Cinematic sex mechanic Fred Halsted during his prime
For those individuals interested in films that blur the line between porn and art, The Sex Garage is certainly one of the greatest American films belonging to this highly sensational category. Unlike most of Fred Halsted’s work, The Sex Garage is accessible to people of various sexual persuasions (except lesbians). Despite featuring some queer material, the short is also a true expression of male sexual masculinity, as The Sex Garage manages to lucidly express the parallels between the organic power of male potency and the contrived energy of man-made horsepower; a theme Kenneth Anger also explored in Scorpio Rising and Kustom Kar Kommandos, albeit in a less blatant and more metaphysical manner.
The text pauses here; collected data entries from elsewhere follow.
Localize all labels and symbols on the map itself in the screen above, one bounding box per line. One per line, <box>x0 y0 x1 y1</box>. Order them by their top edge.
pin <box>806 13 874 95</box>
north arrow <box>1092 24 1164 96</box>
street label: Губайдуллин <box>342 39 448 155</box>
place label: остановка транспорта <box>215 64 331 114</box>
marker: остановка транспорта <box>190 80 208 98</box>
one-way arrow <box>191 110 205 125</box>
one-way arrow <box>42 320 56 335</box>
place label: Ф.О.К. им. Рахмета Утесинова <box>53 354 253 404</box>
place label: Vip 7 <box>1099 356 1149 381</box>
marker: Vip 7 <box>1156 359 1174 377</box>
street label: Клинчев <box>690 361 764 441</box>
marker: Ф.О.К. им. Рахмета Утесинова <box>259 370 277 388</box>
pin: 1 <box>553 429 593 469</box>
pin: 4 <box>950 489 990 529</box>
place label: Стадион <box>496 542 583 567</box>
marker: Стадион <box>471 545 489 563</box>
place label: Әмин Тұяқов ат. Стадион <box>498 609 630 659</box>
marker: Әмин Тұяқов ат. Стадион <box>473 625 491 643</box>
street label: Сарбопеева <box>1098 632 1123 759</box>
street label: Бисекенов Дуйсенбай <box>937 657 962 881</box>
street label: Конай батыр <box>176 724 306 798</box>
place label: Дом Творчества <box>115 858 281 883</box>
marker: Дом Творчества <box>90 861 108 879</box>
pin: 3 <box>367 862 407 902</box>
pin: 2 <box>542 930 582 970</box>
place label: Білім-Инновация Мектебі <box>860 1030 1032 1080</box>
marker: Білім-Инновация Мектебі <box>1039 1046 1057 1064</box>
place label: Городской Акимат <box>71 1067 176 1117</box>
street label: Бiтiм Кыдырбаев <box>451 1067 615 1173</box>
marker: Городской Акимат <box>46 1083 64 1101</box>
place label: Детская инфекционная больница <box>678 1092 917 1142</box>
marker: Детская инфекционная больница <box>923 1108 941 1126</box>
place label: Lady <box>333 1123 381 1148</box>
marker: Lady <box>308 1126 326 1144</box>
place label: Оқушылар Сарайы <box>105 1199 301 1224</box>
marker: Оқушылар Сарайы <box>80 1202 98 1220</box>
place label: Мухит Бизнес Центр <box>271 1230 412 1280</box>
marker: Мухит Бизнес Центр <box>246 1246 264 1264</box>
Halsted received some recognition as an artist when the Museum of Modern Art in mid-Manhattan, NYC screened his works and even collected some of his film prints for their permanent collection. Over the past decade or so, posthumous screenings of Fred Halsted’s films have been cropping up throughout the United States, thus one can assume that the deceased filmmaker will only acquire more recognition as the years pass. After all, we live in a time where sexual perversion is one of the most glaring attributes of the Occidental world, so it is no stretch of the imagination to say that the films of Fred Halsted are artistically symbiotic of our sexually unrestrained times. Like the surrealist auteur works of Jean Cocteau and Kenneth Anger, The Sex Garage is an incandescent cinematic poem. If you only see one film by Fred Halsted, make it The Sex Garage; a visually and musically (featuring pleasurable noise) ambient work that audaciously celebrates the unnatural unity of man and machine.